→ **Activity**
From the entries, copy out every line in which the word "Fitzsimmons" is found.

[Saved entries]
━━━━━━

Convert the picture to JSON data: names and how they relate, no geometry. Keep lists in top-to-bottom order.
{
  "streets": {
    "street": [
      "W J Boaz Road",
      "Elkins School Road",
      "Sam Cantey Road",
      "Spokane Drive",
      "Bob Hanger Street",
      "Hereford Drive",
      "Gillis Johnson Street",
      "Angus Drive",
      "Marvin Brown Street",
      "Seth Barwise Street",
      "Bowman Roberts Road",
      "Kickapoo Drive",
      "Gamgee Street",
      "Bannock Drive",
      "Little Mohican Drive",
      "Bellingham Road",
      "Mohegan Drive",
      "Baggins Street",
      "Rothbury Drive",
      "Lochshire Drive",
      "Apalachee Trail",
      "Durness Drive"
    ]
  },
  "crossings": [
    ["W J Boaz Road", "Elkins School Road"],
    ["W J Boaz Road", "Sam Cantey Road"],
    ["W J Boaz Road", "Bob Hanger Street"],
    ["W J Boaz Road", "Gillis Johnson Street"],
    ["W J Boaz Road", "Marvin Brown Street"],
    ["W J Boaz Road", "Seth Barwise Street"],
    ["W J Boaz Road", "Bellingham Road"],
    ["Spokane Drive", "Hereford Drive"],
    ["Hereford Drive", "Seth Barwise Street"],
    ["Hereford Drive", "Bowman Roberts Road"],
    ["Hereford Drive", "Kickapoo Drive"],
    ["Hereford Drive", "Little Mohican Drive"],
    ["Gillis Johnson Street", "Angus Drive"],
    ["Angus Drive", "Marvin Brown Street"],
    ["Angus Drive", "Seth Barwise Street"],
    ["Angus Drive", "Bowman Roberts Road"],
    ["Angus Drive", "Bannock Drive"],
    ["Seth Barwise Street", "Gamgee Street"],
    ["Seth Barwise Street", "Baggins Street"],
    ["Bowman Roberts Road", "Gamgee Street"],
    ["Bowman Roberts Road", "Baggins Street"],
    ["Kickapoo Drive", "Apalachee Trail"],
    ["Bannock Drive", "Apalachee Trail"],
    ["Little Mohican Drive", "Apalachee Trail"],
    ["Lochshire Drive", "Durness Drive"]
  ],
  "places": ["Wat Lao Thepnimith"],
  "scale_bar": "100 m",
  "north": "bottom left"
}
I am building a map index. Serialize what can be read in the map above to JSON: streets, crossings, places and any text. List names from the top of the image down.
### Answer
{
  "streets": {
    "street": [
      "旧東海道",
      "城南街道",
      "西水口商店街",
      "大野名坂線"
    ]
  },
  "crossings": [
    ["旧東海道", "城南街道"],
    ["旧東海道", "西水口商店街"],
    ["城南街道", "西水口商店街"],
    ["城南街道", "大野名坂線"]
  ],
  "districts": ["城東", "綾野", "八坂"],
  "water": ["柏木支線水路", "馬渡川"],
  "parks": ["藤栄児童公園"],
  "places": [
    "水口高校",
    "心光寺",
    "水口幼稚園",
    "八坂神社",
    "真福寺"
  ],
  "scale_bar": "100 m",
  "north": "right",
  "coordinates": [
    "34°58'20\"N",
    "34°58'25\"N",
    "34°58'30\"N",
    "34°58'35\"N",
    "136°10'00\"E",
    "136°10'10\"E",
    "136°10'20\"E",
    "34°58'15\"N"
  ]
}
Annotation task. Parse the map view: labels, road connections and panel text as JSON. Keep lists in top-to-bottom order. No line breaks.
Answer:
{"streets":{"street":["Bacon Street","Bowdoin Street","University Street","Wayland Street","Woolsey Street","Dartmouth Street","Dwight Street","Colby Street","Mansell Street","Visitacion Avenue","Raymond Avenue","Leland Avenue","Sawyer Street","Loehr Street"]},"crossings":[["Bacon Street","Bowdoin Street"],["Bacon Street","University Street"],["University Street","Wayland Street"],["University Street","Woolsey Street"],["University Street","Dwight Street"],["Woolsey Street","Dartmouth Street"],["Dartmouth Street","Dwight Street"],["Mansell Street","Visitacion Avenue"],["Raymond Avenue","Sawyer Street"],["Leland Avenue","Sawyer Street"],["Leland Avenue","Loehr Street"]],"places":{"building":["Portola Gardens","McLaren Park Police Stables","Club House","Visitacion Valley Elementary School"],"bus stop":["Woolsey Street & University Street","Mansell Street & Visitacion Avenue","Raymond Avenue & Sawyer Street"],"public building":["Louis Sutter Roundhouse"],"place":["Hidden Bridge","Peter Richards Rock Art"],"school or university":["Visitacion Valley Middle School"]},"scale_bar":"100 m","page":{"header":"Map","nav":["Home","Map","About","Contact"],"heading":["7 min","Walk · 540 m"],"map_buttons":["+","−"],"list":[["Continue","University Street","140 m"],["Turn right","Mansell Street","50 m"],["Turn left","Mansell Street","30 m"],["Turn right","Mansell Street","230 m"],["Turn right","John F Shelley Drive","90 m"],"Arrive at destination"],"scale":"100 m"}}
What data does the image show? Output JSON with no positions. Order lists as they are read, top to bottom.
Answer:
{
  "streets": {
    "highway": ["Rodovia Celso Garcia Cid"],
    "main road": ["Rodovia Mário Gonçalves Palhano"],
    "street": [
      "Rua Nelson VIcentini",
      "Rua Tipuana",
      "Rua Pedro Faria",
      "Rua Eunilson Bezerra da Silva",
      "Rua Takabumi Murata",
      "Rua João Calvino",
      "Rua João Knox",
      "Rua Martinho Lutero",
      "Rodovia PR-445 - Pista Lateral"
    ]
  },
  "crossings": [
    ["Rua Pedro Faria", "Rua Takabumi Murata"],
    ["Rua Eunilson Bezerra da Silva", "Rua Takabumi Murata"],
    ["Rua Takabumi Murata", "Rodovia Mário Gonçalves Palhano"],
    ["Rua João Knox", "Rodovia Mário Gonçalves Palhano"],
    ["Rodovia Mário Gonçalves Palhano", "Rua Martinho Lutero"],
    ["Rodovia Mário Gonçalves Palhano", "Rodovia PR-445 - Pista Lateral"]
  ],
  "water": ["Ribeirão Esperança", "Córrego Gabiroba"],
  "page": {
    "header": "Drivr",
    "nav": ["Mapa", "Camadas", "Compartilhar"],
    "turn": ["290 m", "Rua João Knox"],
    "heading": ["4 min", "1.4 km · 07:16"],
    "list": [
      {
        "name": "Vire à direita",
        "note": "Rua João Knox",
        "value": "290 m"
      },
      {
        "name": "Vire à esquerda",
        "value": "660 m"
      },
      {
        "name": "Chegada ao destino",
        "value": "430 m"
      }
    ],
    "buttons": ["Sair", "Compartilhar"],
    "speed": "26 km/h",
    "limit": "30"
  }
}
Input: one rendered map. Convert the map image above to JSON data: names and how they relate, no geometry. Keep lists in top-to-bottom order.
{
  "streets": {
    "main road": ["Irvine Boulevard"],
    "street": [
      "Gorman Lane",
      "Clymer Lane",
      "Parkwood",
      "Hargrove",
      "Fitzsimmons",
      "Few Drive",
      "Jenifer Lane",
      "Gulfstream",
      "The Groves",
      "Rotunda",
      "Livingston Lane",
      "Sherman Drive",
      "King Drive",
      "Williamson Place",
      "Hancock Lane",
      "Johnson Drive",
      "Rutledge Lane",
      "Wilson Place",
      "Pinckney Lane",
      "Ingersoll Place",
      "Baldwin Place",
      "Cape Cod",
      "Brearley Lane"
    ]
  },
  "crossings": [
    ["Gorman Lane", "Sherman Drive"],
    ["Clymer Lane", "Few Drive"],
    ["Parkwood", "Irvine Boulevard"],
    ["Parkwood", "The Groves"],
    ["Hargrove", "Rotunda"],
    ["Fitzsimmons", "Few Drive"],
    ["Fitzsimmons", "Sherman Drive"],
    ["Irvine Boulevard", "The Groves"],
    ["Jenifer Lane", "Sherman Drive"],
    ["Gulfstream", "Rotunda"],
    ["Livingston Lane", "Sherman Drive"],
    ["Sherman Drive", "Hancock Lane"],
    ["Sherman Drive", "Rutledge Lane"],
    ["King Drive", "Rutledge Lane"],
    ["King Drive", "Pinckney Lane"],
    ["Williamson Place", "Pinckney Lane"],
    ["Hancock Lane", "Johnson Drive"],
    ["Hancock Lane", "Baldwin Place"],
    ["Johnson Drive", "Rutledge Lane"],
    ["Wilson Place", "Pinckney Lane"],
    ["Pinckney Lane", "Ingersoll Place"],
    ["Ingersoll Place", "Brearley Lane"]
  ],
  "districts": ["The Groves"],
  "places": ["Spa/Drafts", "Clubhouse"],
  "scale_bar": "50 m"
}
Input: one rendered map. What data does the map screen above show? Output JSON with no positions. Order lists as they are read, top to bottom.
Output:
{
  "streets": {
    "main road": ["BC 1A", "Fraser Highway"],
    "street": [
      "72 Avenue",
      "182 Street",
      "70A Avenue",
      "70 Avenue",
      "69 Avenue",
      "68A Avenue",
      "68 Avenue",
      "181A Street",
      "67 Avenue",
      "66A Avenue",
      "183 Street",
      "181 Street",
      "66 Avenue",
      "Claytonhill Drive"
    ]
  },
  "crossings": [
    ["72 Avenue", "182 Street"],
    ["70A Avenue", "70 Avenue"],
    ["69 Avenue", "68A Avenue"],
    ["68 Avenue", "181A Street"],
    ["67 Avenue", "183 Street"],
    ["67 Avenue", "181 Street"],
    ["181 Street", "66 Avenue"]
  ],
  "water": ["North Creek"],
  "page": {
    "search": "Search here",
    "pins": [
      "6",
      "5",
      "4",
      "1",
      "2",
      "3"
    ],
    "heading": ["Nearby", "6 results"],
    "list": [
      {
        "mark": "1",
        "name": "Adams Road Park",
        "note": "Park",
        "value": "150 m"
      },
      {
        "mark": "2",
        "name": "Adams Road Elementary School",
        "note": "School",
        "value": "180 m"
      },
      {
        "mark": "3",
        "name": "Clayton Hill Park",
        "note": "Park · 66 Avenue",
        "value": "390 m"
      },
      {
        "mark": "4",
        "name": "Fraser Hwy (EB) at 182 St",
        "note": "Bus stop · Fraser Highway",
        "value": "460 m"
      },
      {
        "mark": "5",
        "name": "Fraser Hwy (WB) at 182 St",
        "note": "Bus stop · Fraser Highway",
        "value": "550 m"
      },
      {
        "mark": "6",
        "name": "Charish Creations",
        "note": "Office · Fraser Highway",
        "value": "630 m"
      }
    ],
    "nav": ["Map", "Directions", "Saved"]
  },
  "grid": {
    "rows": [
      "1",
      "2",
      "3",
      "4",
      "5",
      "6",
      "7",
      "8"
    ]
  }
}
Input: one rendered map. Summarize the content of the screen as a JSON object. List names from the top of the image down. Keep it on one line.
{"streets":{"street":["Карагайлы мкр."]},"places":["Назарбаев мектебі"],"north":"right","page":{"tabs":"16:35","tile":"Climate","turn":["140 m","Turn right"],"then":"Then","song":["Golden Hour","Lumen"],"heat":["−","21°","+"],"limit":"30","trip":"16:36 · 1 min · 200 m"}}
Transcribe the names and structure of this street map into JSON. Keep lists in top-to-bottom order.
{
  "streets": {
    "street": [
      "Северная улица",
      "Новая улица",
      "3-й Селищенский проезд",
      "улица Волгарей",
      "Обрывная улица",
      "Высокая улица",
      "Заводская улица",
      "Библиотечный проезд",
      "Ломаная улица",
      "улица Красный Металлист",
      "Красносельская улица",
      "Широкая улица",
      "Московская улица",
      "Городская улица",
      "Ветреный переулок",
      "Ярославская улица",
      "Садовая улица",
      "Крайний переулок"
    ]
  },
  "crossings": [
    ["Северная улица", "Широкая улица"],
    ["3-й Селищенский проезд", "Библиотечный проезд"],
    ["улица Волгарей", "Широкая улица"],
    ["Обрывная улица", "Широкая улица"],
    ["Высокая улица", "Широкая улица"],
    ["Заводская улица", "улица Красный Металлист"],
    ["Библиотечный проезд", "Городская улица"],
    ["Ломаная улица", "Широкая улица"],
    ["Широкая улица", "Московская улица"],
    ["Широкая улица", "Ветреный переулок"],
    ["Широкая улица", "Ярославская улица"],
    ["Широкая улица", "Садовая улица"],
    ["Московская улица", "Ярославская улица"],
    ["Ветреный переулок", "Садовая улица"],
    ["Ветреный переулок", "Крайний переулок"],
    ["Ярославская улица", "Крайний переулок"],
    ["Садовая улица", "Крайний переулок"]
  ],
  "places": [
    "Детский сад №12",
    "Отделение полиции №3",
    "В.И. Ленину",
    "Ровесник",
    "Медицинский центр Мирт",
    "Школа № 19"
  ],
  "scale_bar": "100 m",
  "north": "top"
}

━━━━━━

→ **Result of this exercise**
      "Fitzsimmons",
    ["Fitzsimmons", "Few Drive"],
    ["Fitzsimmons", "Sherman Drive"],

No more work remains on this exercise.